Stored data entries
++++
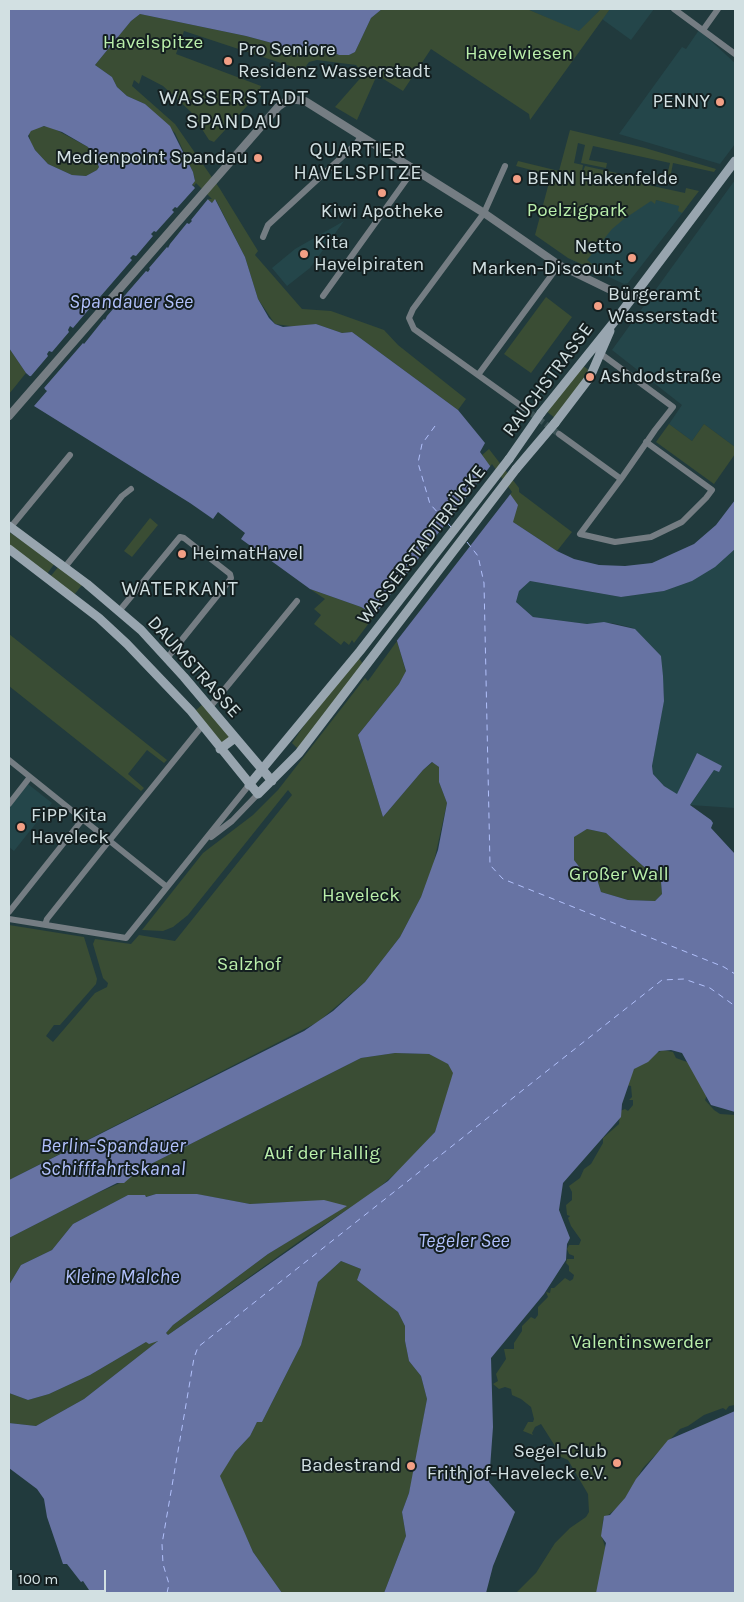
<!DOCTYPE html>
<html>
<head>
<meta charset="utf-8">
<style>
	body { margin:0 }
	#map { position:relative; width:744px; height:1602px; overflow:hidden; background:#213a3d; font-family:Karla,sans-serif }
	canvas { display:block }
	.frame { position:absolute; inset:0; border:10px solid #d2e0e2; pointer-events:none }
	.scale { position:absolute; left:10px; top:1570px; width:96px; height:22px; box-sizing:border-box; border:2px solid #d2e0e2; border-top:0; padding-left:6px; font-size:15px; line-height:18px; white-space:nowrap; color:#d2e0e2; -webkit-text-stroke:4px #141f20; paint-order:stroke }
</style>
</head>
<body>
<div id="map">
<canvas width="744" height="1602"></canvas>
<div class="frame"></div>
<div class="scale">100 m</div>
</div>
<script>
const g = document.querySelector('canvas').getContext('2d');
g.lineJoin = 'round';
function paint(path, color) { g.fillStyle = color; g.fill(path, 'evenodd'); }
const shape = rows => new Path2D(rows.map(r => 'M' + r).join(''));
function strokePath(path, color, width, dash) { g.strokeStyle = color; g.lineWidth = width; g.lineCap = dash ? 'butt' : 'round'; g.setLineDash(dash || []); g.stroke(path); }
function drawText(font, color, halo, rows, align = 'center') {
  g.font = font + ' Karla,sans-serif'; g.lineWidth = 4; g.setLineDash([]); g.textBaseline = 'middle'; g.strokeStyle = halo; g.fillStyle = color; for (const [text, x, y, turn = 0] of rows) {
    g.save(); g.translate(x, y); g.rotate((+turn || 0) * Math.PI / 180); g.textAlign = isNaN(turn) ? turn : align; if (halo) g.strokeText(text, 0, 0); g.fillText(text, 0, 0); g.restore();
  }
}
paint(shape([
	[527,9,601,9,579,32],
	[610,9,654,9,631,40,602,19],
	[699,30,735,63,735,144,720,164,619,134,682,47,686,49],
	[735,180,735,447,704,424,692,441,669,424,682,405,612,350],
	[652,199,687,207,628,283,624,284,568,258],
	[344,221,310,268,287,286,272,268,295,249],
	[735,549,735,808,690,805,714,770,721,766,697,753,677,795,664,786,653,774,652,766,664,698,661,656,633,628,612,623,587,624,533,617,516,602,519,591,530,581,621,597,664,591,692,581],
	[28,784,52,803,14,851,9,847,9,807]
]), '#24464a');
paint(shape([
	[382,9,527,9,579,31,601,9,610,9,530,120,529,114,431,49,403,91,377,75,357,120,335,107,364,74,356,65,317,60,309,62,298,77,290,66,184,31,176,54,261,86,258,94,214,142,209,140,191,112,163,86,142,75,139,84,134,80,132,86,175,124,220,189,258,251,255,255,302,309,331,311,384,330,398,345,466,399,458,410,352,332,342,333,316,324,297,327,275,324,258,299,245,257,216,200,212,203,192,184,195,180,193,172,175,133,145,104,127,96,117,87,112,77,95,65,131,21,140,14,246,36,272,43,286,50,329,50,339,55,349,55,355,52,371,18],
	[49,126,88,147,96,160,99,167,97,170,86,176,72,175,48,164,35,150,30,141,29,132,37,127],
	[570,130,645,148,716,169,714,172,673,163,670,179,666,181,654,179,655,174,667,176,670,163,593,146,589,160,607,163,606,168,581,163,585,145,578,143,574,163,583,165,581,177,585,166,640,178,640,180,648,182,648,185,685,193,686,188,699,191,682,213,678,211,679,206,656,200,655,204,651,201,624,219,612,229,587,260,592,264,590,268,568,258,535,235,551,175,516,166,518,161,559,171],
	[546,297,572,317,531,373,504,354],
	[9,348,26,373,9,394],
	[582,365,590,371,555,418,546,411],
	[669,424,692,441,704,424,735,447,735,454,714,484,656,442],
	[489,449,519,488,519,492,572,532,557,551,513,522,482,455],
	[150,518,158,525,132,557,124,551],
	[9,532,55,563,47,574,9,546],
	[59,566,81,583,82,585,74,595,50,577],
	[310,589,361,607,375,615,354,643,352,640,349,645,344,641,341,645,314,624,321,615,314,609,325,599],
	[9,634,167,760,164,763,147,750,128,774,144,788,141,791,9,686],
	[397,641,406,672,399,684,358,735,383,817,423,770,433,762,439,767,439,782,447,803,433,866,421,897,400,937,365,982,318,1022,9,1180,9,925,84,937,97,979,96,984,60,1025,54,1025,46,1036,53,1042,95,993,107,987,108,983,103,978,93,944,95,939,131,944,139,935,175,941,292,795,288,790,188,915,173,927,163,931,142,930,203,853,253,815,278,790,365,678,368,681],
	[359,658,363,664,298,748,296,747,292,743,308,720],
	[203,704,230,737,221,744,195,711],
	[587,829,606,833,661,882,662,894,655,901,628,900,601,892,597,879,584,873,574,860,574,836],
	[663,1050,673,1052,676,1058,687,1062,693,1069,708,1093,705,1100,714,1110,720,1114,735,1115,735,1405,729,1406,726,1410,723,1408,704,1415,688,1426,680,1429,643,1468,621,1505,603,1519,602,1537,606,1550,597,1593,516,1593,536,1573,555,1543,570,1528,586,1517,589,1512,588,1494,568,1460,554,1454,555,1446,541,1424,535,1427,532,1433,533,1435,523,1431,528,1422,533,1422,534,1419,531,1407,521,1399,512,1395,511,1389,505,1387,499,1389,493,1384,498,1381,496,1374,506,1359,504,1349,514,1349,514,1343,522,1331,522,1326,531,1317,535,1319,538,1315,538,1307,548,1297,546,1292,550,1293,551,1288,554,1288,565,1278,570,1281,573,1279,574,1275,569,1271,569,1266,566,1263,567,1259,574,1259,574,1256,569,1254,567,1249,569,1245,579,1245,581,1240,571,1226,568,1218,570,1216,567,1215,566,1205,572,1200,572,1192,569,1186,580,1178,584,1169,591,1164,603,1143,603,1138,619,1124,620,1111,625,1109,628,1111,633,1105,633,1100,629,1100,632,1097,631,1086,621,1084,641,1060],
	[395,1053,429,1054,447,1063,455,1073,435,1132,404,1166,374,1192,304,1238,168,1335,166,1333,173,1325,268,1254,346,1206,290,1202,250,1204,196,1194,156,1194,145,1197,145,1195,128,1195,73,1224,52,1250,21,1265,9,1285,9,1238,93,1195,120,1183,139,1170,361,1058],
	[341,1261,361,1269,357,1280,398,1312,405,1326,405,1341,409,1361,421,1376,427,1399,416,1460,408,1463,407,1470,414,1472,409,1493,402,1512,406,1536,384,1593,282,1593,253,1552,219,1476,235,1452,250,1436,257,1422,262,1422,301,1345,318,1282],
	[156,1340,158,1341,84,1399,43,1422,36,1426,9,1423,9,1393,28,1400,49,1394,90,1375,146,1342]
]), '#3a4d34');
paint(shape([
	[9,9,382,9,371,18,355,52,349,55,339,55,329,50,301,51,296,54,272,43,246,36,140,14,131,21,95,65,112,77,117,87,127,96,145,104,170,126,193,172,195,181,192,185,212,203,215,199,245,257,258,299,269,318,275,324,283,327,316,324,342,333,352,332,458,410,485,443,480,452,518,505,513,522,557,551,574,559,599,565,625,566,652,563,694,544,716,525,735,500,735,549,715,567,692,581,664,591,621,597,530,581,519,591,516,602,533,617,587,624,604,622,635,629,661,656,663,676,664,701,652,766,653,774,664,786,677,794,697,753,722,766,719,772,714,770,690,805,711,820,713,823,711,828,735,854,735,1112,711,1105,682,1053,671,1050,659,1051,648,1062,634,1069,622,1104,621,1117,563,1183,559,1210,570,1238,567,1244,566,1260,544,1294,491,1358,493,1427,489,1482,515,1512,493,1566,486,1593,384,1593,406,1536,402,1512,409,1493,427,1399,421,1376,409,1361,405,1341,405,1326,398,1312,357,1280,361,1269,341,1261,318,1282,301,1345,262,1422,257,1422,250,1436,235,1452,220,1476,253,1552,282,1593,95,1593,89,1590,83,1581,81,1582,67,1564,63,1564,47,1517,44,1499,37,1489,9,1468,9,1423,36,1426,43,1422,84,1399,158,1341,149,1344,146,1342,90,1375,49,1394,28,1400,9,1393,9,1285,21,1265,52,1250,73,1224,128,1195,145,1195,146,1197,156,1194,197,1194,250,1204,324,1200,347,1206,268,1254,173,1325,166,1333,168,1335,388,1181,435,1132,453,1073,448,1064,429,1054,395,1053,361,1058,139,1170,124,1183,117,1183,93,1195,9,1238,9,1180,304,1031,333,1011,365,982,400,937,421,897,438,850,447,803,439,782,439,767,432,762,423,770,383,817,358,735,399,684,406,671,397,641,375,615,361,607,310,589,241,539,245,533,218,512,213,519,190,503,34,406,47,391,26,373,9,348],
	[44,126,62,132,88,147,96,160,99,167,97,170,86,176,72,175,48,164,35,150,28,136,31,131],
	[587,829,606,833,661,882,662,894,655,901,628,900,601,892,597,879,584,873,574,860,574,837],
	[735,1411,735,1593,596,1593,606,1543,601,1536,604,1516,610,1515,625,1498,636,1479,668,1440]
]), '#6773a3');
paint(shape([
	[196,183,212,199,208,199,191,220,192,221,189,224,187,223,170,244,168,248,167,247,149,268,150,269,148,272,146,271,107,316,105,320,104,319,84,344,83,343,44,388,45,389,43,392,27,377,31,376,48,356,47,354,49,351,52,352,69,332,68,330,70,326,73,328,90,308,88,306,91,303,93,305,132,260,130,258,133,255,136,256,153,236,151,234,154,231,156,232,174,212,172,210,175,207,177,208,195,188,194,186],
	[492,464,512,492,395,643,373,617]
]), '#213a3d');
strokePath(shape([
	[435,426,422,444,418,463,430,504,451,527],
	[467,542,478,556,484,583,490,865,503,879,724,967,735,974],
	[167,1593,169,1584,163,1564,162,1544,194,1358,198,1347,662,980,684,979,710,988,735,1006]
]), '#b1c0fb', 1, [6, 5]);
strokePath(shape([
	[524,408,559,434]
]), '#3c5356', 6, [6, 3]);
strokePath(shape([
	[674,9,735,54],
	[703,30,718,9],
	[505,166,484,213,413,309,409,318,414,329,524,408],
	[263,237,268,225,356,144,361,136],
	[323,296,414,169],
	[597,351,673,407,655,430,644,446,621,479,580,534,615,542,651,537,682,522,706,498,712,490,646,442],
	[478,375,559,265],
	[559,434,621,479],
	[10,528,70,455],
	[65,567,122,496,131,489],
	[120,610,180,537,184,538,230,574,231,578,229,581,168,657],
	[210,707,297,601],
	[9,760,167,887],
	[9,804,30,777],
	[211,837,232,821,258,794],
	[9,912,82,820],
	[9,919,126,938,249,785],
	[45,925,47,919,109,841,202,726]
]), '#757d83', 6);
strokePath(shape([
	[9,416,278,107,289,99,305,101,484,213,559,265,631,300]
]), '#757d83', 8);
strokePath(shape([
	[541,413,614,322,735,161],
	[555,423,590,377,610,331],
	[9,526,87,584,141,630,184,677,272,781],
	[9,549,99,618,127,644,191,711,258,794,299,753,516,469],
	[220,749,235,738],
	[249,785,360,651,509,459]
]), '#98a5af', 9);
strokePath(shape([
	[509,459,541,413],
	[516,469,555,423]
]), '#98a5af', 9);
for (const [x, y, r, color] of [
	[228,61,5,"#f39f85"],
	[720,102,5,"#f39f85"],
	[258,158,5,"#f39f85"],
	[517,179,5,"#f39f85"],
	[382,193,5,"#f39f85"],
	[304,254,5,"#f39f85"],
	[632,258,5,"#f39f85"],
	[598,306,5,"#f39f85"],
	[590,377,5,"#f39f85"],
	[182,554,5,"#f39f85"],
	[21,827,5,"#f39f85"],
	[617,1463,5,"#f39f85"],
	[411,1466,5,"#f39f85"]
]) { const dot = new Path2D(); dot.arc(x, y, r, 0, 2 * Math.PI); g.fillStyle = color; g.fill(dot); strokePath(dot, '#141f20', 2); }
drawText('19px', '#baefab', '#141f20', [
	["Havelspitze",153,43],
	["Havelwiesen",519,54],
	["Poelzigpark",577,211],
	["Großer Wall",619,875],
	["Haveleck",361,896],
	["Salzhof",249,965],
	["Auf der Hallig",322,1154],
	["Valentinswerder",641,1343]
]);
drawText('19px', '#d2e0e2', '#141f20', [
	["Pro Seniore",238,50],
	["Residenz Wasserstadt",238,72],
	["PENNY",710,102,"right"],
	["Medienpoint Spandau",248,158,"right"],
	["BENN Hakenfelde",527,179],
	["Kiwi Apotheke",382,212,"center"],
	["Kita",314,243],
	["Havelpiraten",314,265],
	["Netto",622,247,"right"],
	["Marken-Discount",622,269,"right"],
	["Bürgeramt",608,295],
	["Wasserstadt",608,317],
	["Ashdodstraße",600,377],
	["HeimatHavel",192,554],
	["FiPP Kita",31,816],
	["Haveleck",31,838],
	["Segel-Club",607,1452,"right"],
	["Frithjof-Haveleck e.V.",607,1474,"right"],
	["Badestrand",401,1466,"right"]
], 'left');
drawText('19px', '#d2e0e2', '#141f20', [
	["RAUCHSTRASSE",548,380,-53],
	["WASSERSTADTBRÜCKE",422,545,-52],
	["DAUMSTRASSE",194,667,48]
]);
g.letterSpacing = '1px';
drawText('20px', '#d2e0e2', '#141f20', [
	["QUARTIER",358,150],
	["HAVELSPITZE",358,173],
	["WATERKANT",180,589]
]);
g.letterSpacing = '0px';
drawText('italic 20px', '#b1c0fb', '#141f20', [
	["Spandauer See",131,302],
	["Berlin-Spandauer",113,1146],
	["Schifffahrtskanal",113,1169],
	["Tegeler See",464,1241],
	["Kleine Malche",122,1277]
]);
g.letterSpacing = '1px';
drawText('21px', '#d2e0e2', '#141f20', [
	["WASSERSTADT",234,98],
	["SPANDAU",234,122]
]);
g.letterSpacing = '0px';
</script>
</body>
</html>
++++
Each line above that contains "strokeStyle" must be copied out.

function strokePath(path, color, width, dash) { g.strokeStyle = color; g.lineWidth = width; g.lineCap = dash ? 'butt' : 'round'; g.setLineDash(dash || []); g.stroke(path); }
  g.font = font + ' Karla,sans-serif'; g.lineWidth = 4; g.setLineDash([]); g.textBaseline = 'middle'; g.strokeStyle = halo; g.fillStyle = color; for (const [text, x, y, turn = 0] of rows) {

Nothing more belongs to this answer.